La verve camaleontica di David Bowie sembra uscita da un labirinto della mente. Il ghigno che ha reso inconfondibile Jack Nicholson e grandiosi personaggi cinematografici come il suo Joker, è protagonista di una fotografia che condensa diversi fotogrammi e altrettante prospettive. Tutto il movimento che blocca con un'inquadratura, anche ritraendo Michael Jackson mentre danza. La sperimentazione tecnica che ha già prestato l'agguato di un ghepardo a Mick Jagger, lavorando con la doppia esposizione su pellicola. Molto prima dell'avvento di Photoshop e una vasta gamma di virtuosismi digitali.

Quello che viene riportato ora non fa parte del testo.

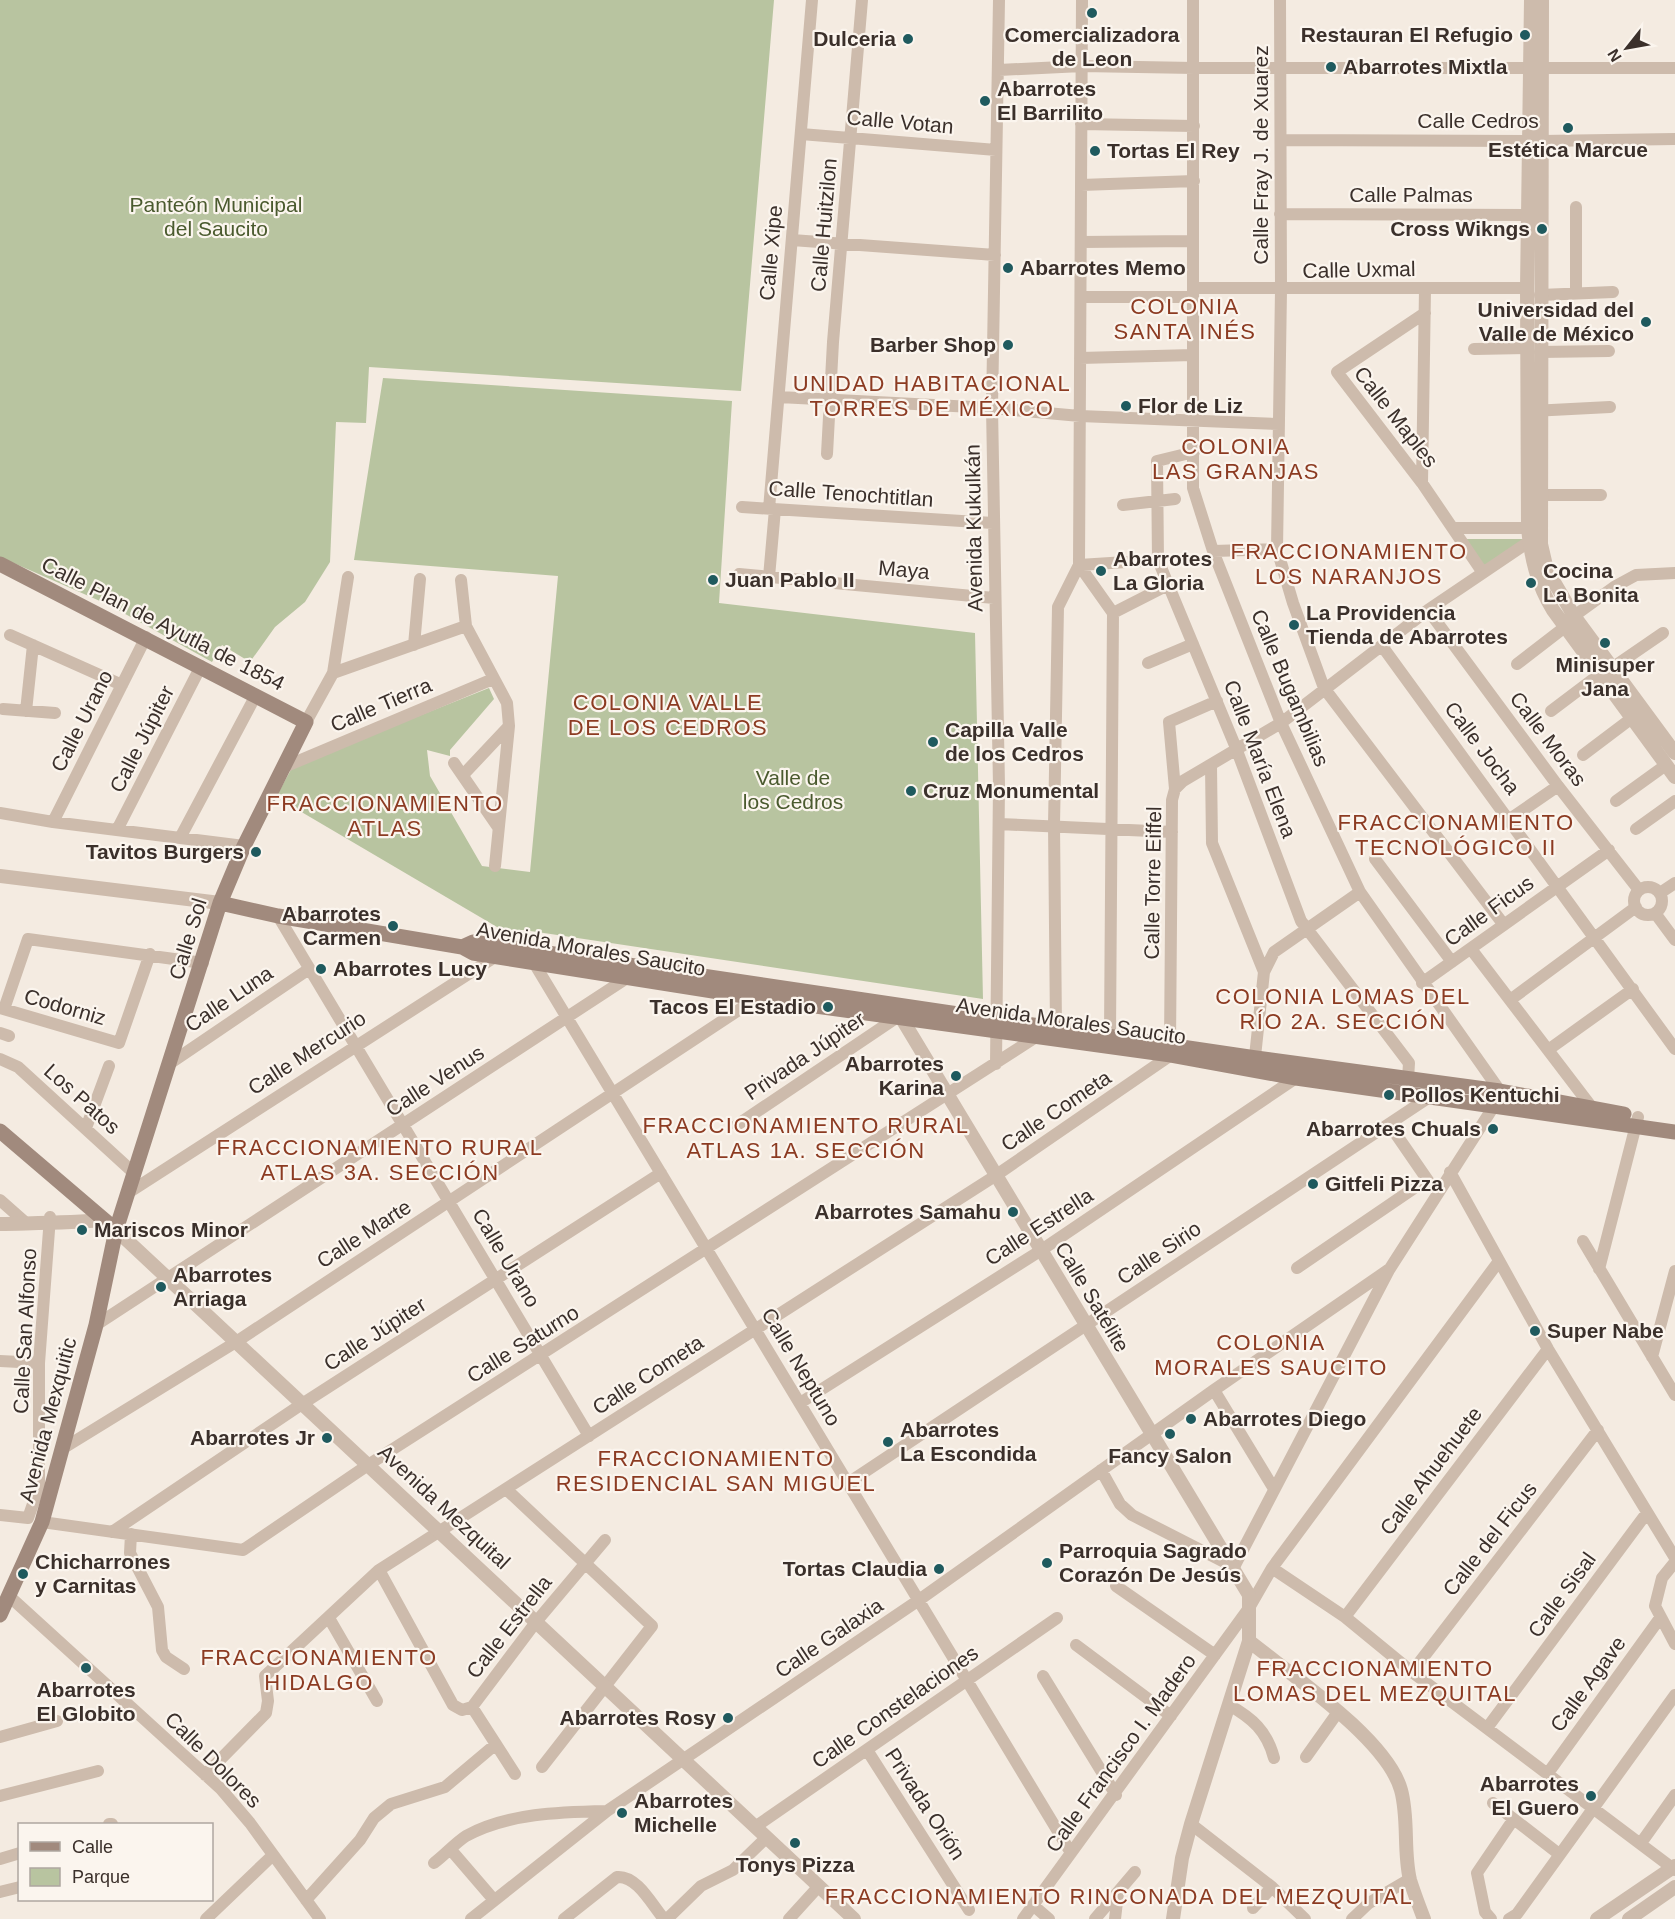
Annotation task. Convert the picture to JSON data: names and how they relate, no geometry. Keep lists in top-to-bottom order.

Forse il braccio armato dello scimpanzé, o altre celebri fotografie di Albert Watson, mancano all'appello. Le opere che questa mostra espone per la prima volta al mondo e sono in vendita in esclusiva da Camera Work, offrono però una prospettiva inedita e preziosa del fotografo e di questa piccola grande galleria. Nota per l'attenzione dedicata allo sviluppo dell’arte fotografica e la sua influenza su quella contemporanea. Sin dalla scelta del nome, preso in prestito dal pionieristico periodico di fotografia di Alfred Stieglitz e storico punto di riferimento per chi è alla ricerca di qualcosa di nuovo.